A. Site visit to the backup data center
B. Disaster recovery plan review
C. Disaster recovery exercise
D. Restore from backup

Answer: C

Explanation:
A hot site is a location that can provide operations within hours of a failure. This type of site would have servers, networks, and telecommunications equipment in place to reestablish service in a short time. Hot sites provide network connectivity, systems, and preconfigured software to meet the needs of an organization. This means that an actual exercise run would test the abilities of your hot site best.

CompTIA Security+ Question A-58

A security administrator has just finished creating a hot site for the company. This implementation relates to which of the following concepts?

A. Confidentiality
B. Availability
C. Succession planning
D. Integrity

Answer: B

Explanation:
Simply making sure that the data and systems are available for authorized users is what availability is all about.

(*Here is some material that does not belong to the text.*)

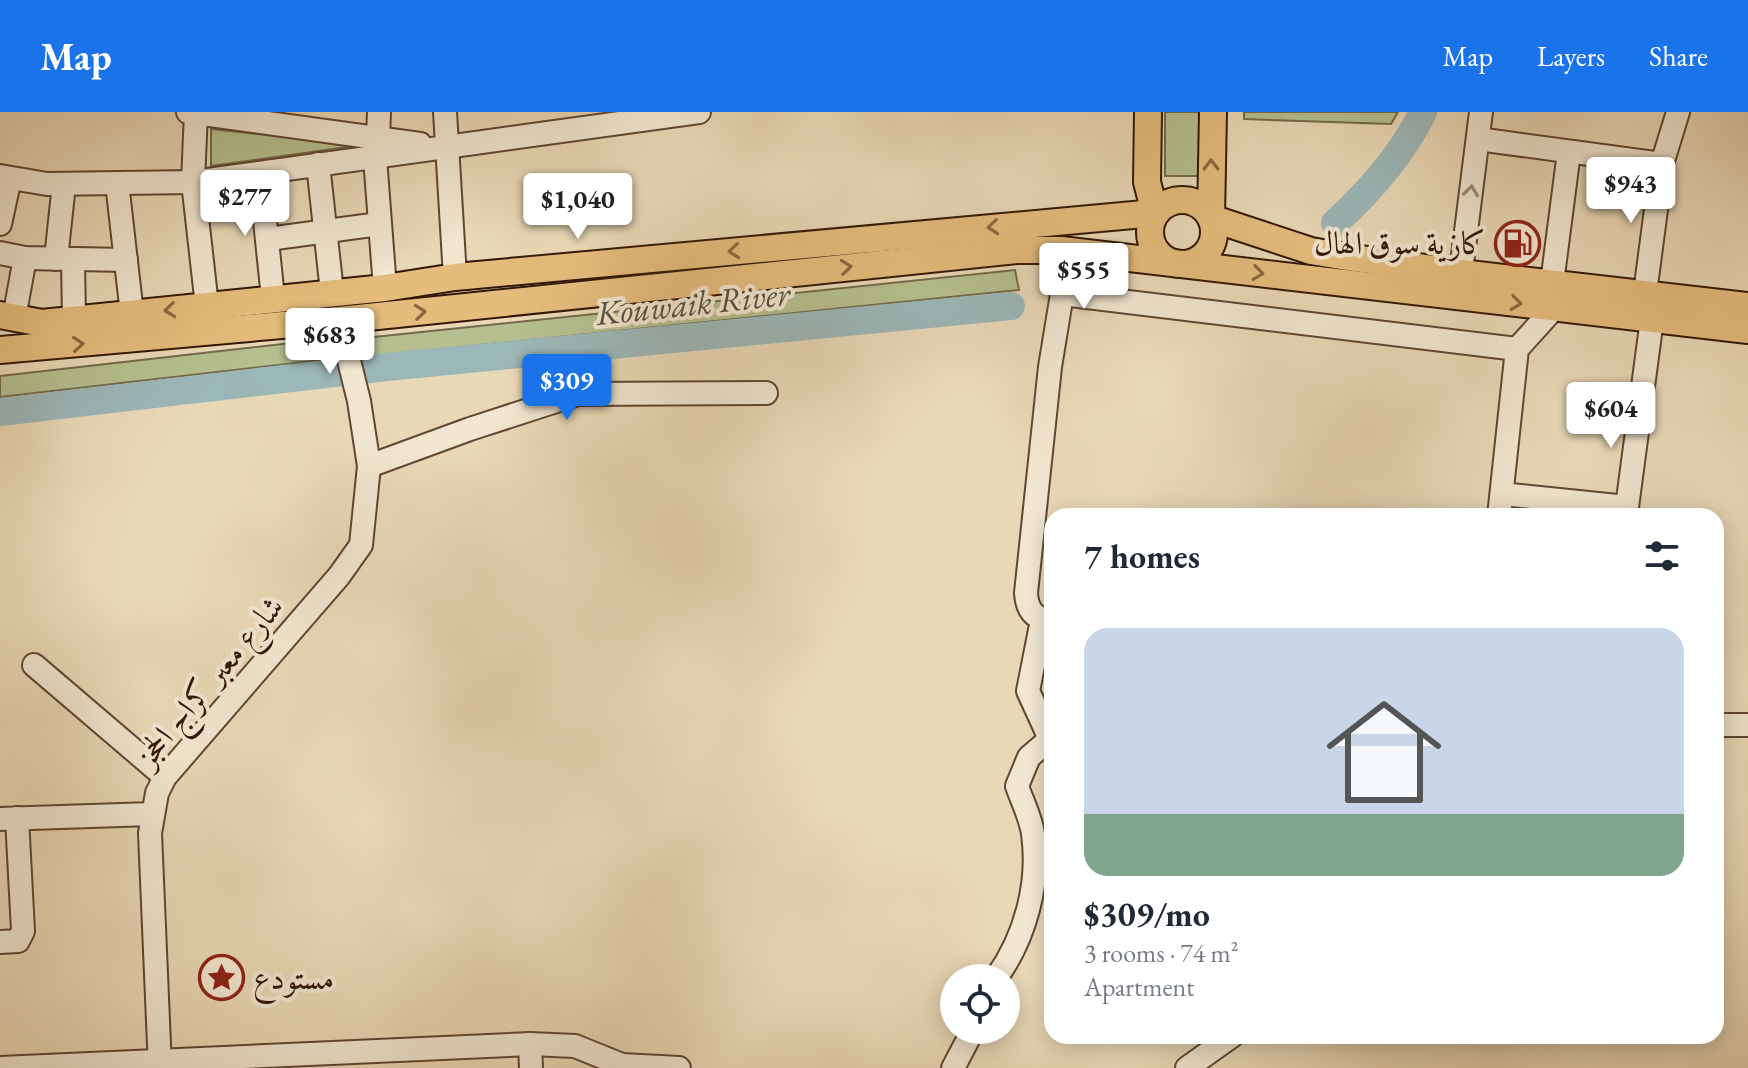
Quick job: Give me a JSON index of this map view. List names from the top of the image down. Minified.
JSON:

Data backups, redundant systems, and disaster recovery plans all support availability. And creating a hot site is about providing availability.

CompTIA Security+ Question A-33

When a communications plan is developed for disaster recovery and business continuity plans, the MOST relevant items to include would be: (Select TWO).

A. Methods and templates to respond to press requests, institutional and regulatory reporting requirements.
B. Methods to exchange essential information to and from all response team members, employees, suppliers, and customers.
C. Developed recovery strategies, test plans, post-test evaluation and update processes.
D. Defined scenarios by type and scope of impact and dependencies, with quantification of loss potential.
E. Methods to review and report on system logs, incident response, and incident handling.

Answer: A,B

Explanation:
A: External emergency communications that should fit into your business continuity plan include notifying family members of an injury or death, discussing the disaster with the media, and providing status information to key clients and stakeholders. Each message needs to be prepared with the audience (e.g., employees, media, families, government regulators) in mind; broad general announcements may be acceptable in the initial aftermath of an incident, but these will need to be tailored to the audiences in subsequent releases.

B: A typical emergency communications plan should be extensive in detail and properly planned by a business continuity planner. Internal alerts are sent using either email, overhead building paging systems, voice messages or text messages to cell/smartphones with instructions to evacuate the building and relocate at assembly points, updates on the status of the situation, and notification of when it’s safe to return to work.

CompTIA Security+ Question A-12

Which of the following disaster recovery strategies has the highest cost and shortest recovery time?

A. Warm site
B. Hot site
C. Cold site
D. Co-location site

Answer: B

Explanation:
A hot site is a location that can provide operations within hours of a failure. This type of site would have servers, networks, and telecommunications equipment in place to reestablish service in a short time. Hot sites provide network connectivity, systems, and preconfigured software to meet the needs of an organization. Databases can be kept up-to-date using network connections. These types of facilities are expensive, and they’re primarily suitable for short-term situations.